Celebrated as a technological marvel that rivaled the Eiffel Tower, Chicago’s Ferris wheel has stood as an enduring symbol of the 1893 World’s Columbian Exposition. Over the past 125 years, the Ferris wheel has inspired imitations, large and small, around the globe: the 443-foot London Eye and the 541-foot Singapore Flyer are two of the tallest contemporary wheels in operation. Designed and promoted as an observation wheel, the Ferris wheel is part of a lineage of urban observation towers built for expositions that began with New York City’s Latting Observatory in 1853. But the story of the Ferris wheel’s rise skyward begins with the dynamics that shaped Chicago during the 1850s—a transformative decade for Chicago.

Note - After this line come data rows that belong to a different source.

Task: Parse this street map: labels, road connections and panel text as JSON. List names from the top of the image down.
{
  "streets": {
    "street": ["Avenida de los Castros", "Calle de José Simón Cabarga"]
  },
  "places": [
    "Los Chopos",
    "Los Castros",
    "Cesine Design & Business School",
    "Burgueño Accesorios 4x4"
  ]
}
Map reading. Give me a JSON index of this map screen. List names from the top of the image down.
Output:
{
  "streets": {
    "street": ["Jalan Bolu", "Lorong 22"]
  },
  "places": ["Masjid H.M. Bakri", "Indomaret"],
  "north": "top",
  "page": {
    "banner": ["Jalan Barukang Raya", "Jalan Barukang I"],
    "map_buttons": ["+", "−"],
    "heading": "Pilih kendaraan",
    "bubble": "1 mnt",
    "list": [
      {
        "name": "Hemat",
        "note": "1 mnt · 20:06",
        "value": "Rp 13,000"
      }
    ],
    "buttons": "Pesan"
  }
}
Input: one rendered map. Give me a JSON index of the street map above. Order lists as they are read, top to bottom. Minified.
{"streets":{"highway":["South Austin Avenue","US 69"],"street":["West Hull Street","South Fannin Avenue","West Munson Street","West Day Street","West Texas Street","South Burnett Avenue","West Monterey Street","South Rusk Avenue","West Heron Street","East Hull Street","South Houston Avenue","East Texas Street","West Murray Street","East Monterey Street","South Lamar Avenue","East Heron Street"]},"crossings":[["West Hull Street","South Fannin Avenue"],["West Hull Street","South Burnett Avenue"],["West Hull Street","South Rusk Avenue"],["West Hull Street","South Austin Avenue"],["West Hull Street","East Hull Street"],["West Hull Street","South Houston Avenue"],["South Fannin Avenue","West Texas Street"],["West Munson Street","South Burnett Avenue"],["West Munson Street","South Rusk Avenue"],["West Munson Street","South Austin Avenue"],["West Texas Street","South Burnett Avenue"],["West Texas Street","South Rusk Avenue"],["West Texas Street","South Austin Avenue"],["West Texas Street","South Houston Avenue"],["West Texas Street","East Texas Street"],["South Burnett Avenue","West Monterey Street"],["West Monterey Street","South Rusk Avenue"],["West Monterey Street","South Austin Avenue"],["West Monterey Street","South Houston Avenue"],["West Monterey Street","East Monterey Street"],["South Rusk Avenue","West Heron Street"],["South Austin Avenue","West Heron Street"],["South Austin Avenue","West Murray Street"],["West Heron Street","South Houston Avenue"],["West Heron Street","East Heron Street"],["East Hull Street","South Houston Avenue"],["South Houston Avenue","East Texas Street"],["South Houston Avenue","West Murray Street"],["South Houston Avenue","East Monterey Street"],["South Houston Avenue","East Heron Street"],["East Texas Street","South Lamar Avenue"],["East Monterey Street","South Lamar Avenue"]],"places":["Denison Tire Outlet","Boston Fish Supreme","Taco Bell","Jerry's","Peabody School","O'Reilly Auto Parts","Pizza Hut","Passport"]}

In 1848, the completion of the Illinois & Michigan Canal, the construction of the Galena & Chicago Union Railroad, and the founding of the Board of Trade ushered in an economic boom. By 1860, Chicago’s population had grown almost fourfold, and the physical footprint of the city expanded as commercial and industrial development pushed residential areas further north, south, and west. Ten trunk lines converged in the city, linking Chicago by rail to farming communities and commercial centers nationwide.

Most Chicagoans took enormous pride in this urban expansion, extolling the virtues of their city as an ideal place for commerce and industry and bragging about its importance to the nation. Urban panoramas, or bird’s-eye views, became valuable tools for those seeking to attract new investors, industries, and businesses, and Chicagoans eagerly embraced them. The lithographic aerial views of Chicago, typically looking east from an angled position high above Lake Michigan, depicted the city in a three-dimensional manner, focusing on transportation features and industrial capacity and sometimes exaggerating the commercial claims of its boosters.

Bird’s-eye views also decreased anxiety by giving Chicagoans a frame of reference for a city that had grown out of their reach. The massive changes in Chicago’s urban landscape and population influx of the 1850s resulted in a space that was physically too large and too complex to comprehend. Although idealized depictions of the city, the views nevertheless helped citizens imagine Chicago as a whole and visualize their place in it.

Urban observation towers, developed in the 1850s as features of expositions, provided compelling, real-life bird’s-eye views. The Latting Observatory, a 315-foot, octagonal-based, iron-braced wooden tower , was built in 1853 to adjoin the New York Crystal Palace, which hosted the Exhibition of Industry of All Nations (an endeavor directly inspired by London’s Great Exhibition of Works of All Nations in 1851). Conceived by Warring Latting and designed by architect William Naugle, the tower accommodated 1,500 visitors at a time and provided expansive views of Manhattan, Queens, and New Jersey from three observation levels. It was the tallest structure in New York until a fire destroyed it in 1856.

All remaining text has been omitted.